What is expected -> If a record holds a picture, drop the picture and copy everything else exactly.
§ §
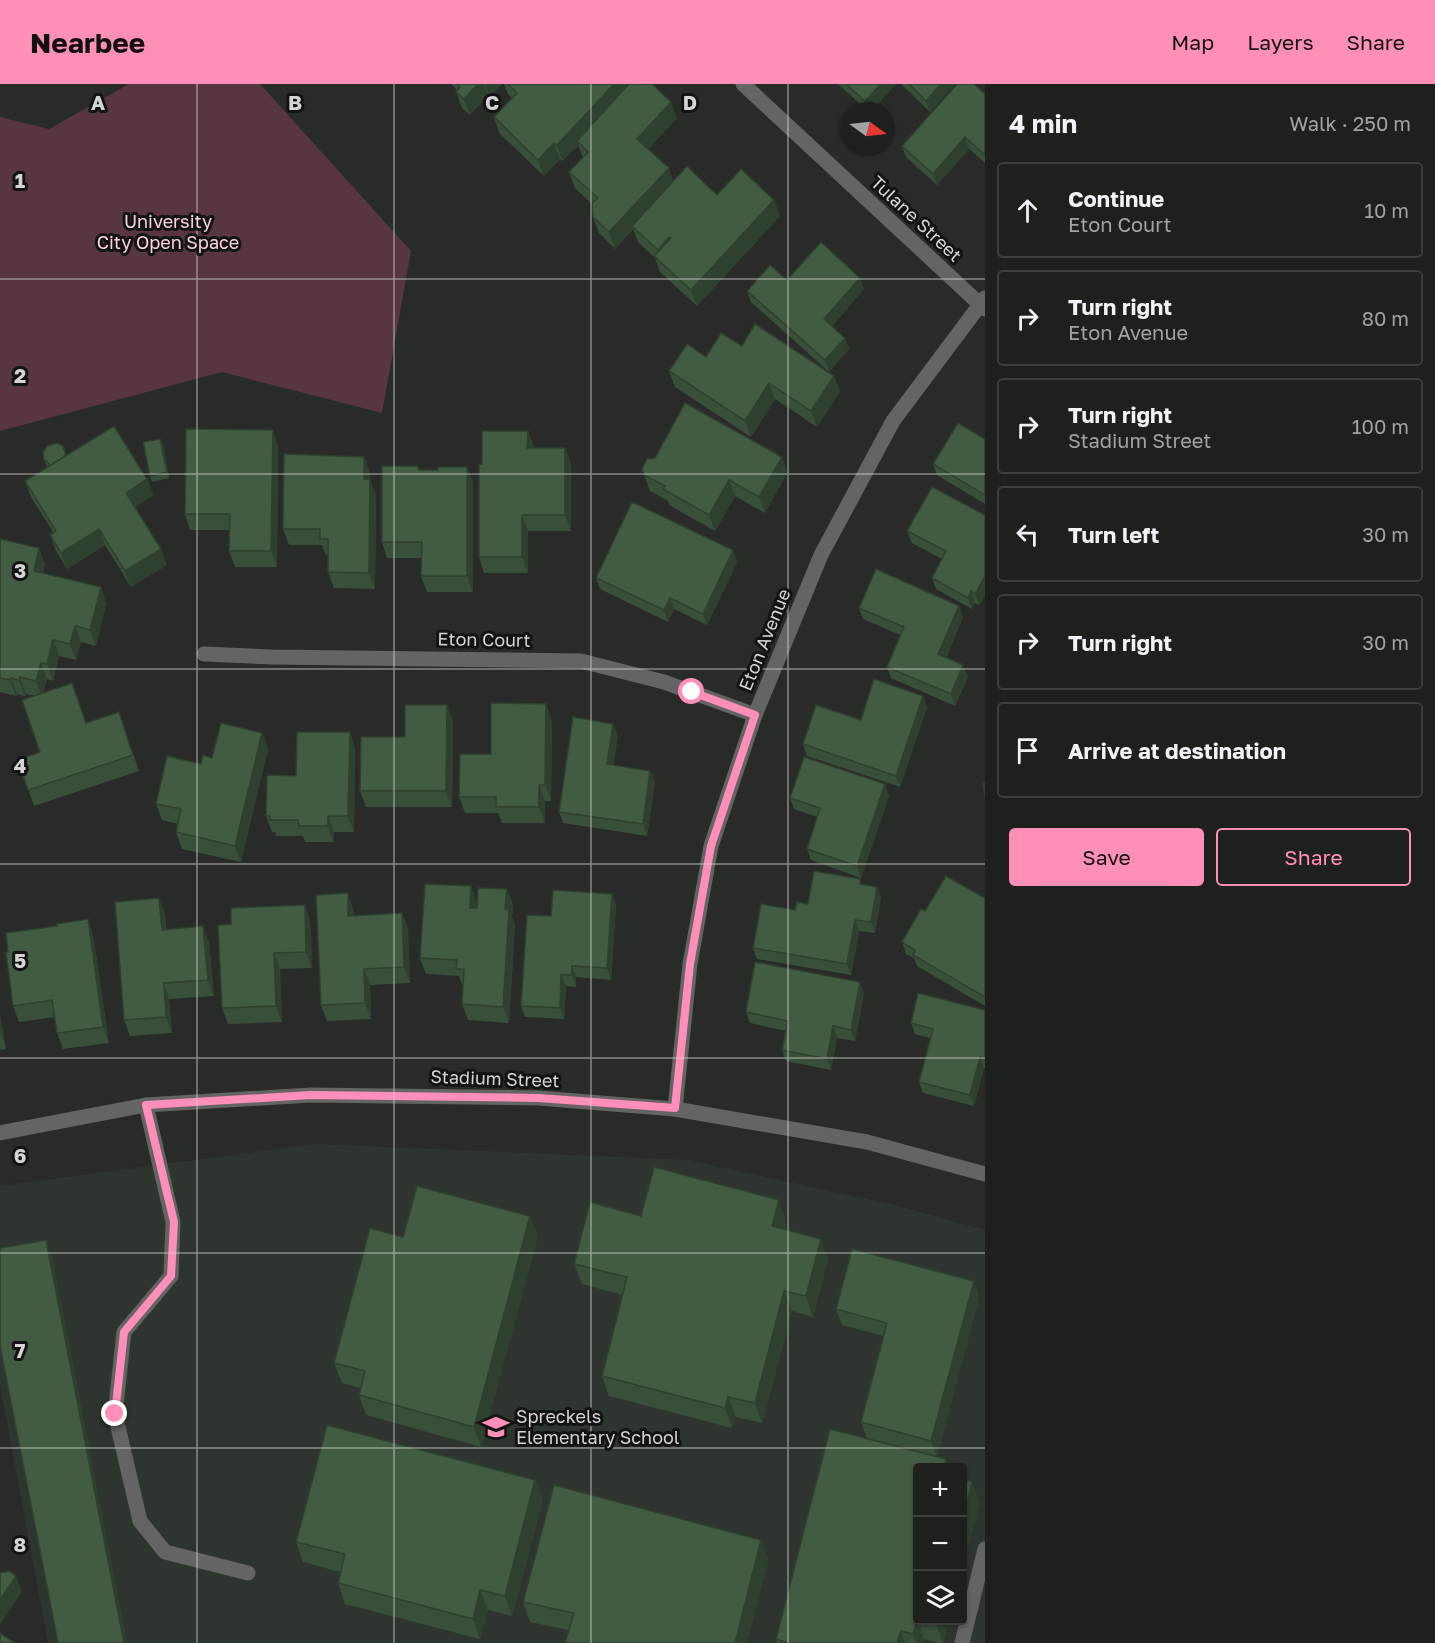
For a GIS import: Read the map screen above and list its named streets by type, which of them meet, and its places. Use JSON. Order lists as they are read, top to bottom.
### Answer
{
  "streets": {
    "street": [
      "Tulane Street",
      "Eton Court",
      "Eton Avenue",
      "Stadium Street"
    ]
  },
  "crossings": [
    ["Tulane Street", "Eton Avenue"],
    ["Eton Court", "Eton Avenue"],
    ["Eton Avenue", "Stadium Street"]
  ],
  "parks": ["University City Open Space"],
  "places": {
    "school or university": ["Spreckels Elementary School"]
  },
  "north": "right",
  "page": {
    "header": "Nearbee",
    "nav": ["Map", "Layers", "Share"],
    "heading": ["4 min", "Walk · 250 m"],
    "list": [
      ["Continue", "Eton Court", "10 m"],
      ["Turn right", "Eton Avenue", "80 m"],
      ["Turn right", "Stadium Street", "100 m"],
      ["Turn left", "30 m"],
      ["Turn right", "30 m"],
      "Arrive at destination"
    ],
    "buttons": ["Save", "Share"],
    "map_buttons": ["+", "−"]
  },
  "grid": {
    "columns": [
      "A",
      "B",
      "C",
      "D"
    ],
    "rows": [
      "1",
      "2",
      "3",
      "4",
      "5",
      "6",
      "7",
      "8"
    ]
  }
}
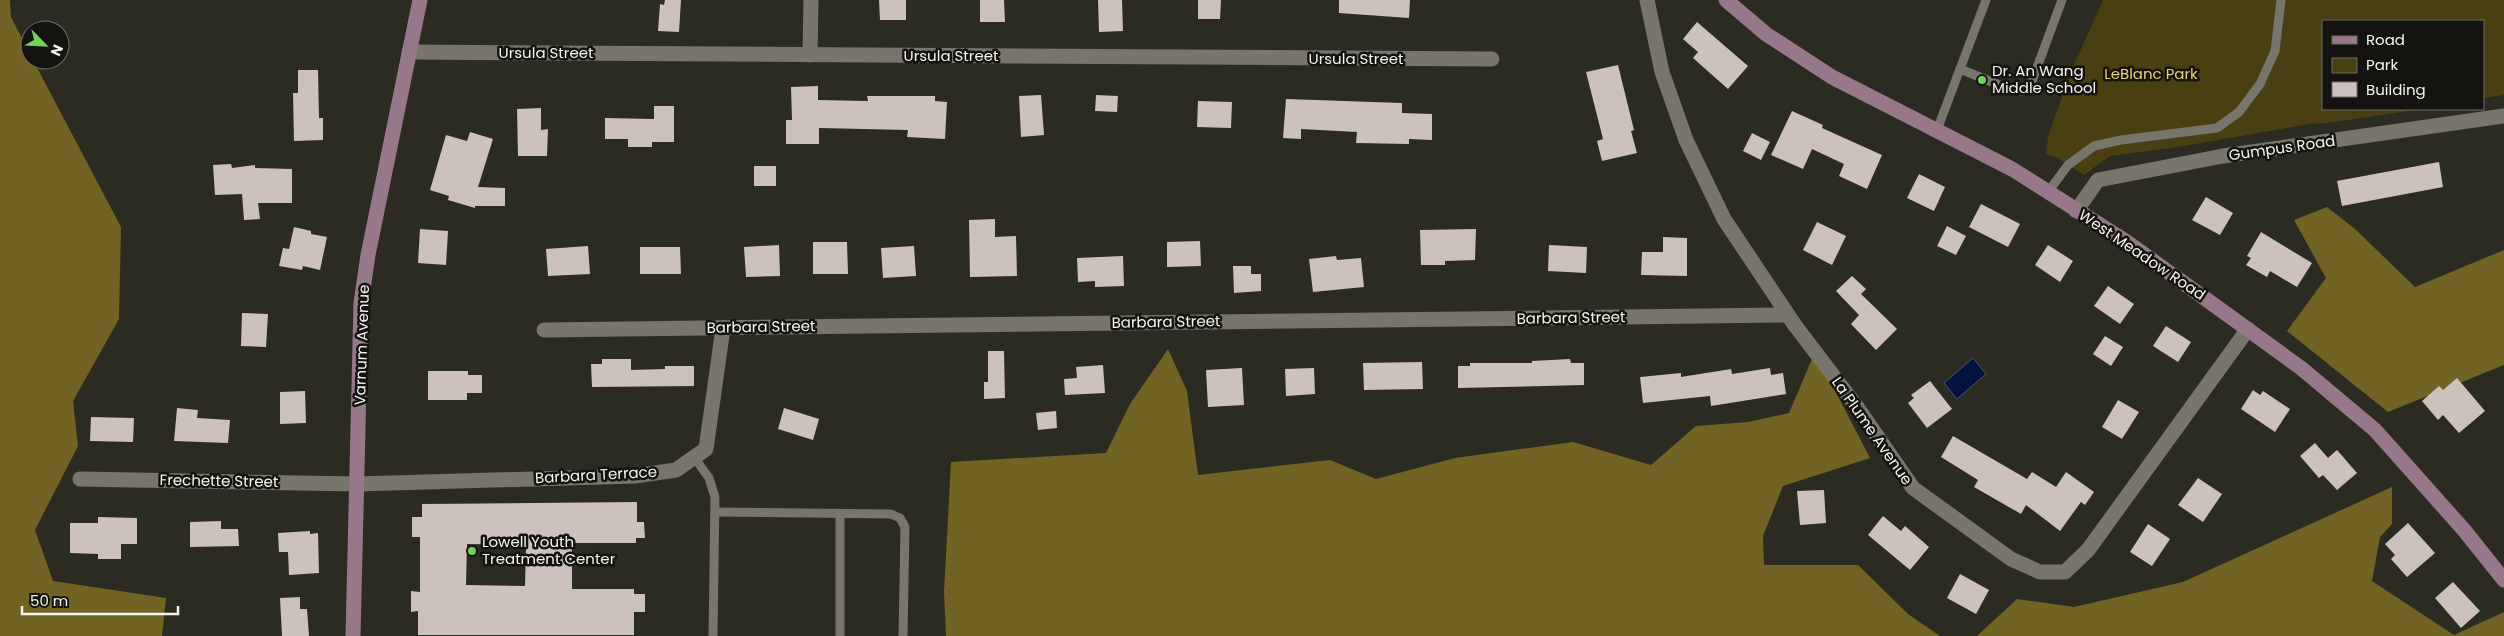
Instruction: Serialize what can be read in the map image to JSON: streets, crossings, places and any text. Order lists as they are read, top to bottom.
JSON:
{
  "streets": {
    "street": [
      "Ursula Street",
      "Gumpus Road",
      "West Meadow Road",
      "Barbara Street",
      "Varnum Avenue",
      "La Plume Avenue",
      "Barbara Terrace",
      "Frechette Street"
    ]
  },
  "crossings": [
    ["Ursula Street", "Varnum Avenue"],
    ["Gumpus Road", "West Meadow Road"],
    ["West Meadow Road", "La Plume Avenue"],
    ["Barbara Street", "La Plume Avenue"],
    ["Barbara Street", "Barbara Terrace"],
    ["Varnum Avenue", "Barbara Terrace"],
    ["Varnum Avenue", "Frechette Street"],
    ["Barbara Terrace", "Frechette Street"]
  ],
  "parks": ["LeBlanc Park"],
  "places": ["Dr. An Wang Middle School", "Lowell Youth Treatment Center"],
  "legend": ["Road", "Park", "Building"],
  "scale_bar": "50 m",
  "north": "bottom right"
}
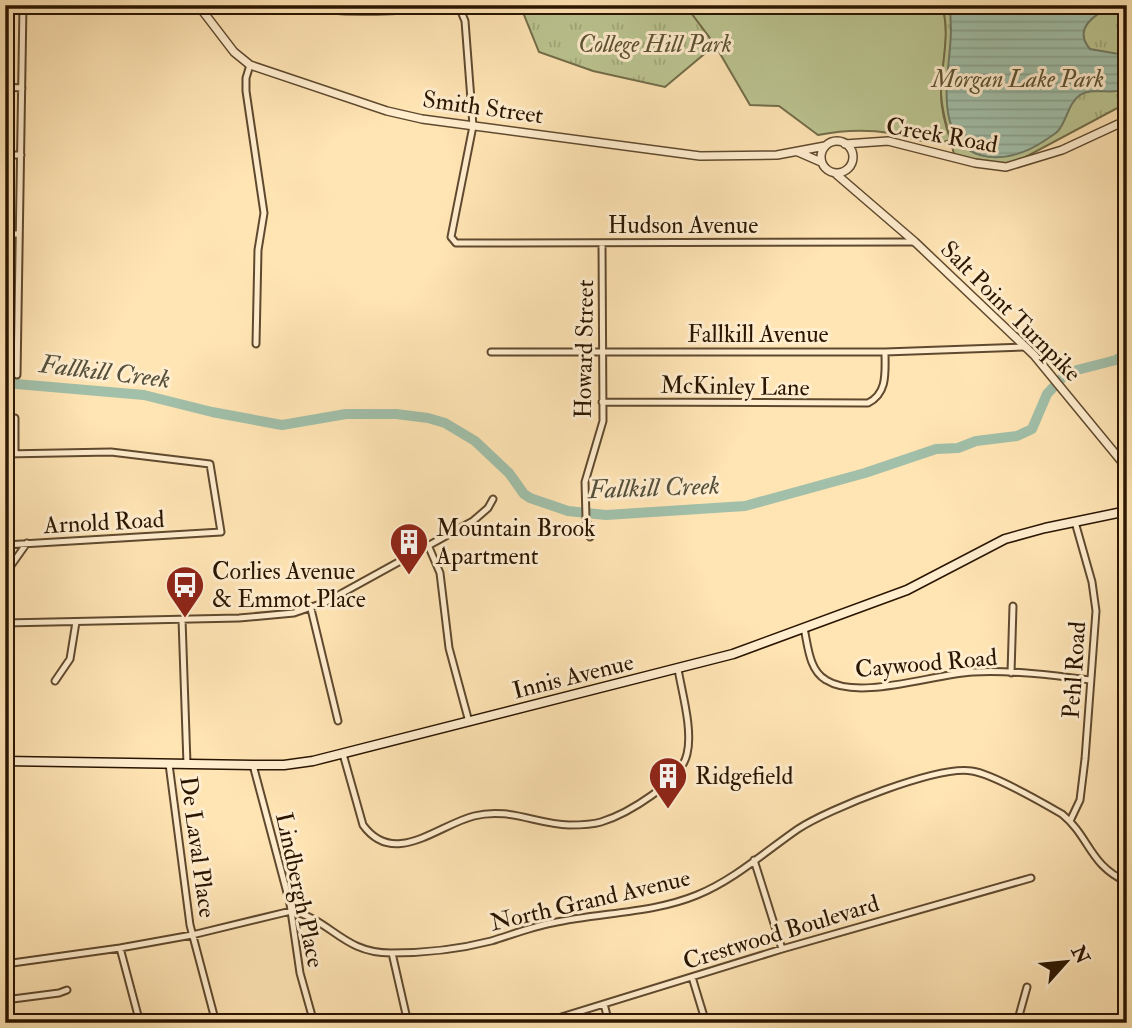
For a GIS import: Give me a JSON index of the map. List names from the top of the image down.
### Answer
§ §
Solution to the problem ->
For a GIS import: Read the map screen above and list its named streets by type, which of them meet, and its places. Use JSON. Order lists as they are read, top to bottom.
### Answer
{
  "streets": {
    "street": [
      "Tulane Street",
      "Eton Court",
      "Eton Avenue",
      "Stadium Street"
    ]
  },
  "crossings": [
    ["Tulane Street", "Eton Avenue"],
    ["Eton Court", "Eton Avenue"],
    ["Eton Avenue", "Stadium Street"]
  ],
  "parks": ["University City Open Space"],
  "places": {
    "school or university": ["Spreckels Elementary School"]
  },
  "north": "right",
  "page": {
    "header": "Nearbee",
    "nav": ["Map", "Layers", "Share"],
    "heading": ["4 min", "Walk · 250 m"],
    "list": [
      ["Continue", "Eton Court", "10 m"],
      ["Turn right", "Eton Avenue", "80 m"],
      ["Turn right", "Stadium Street", "100 m"],
      ["Turn left", "30 m"],
      ["Turn right", "30 m"],
      "Arrive at destination"
    ],
    "buttons": ["Save", "Share"],
    "map_buttons": ["+", "−"]
  },
  "grid": {
    "columns": [
      "A",
      "B",
      "C",
      "D"
    ],
    "rows": [
      "1",
      "2",
      "3",
      "4",
      "5",
      "6",
      "7",
      "8"
    ]
  }
}
Instruction: Serialize what can be read in the map image to JSON: streets, crossings, places and any text. Order lists as they are read, top to bottom.
JSON:
{
  "streets": {
    "street": [
      "Ursula Street",
      "Gumpus Road",
      "West Meadow Road",
      "Barbara Street",
      "Varnum Avenue",
      "La Plume Avenue",
      "Barbara Terrace",
      "Frechette Street"
    ]
  },
  "crossings": [
    ["Ursula Street", "Varnum Avenue"],
    ["Gumpus Road", "West Meadow Road"],
    ["West Meadow Road", "La Plume Avenue"],
    ["Barbara Street", "La Plume Avenue"],
    ["Barbara Street", "Barbara Terrace"],
    ["Varnum Avenue", "Barbara Terrace"],
    ["Varnum Avenue", "Frechette Street"],
    ["Barbara Terrace", "Frechette Street"]
  ],
  "parks": ["LeBlanc Park"],
  "places": ["Dr. An Wang Middle School", "Lowell Youth Treatment Center"],
  "legend": ["Road", "Park", "Building"],
  "scale_bar": "50 m",
  "north": "bottom right"
}
For a GIS import: Give me a JSON index of the map. List names from the top of the image down.
### Answer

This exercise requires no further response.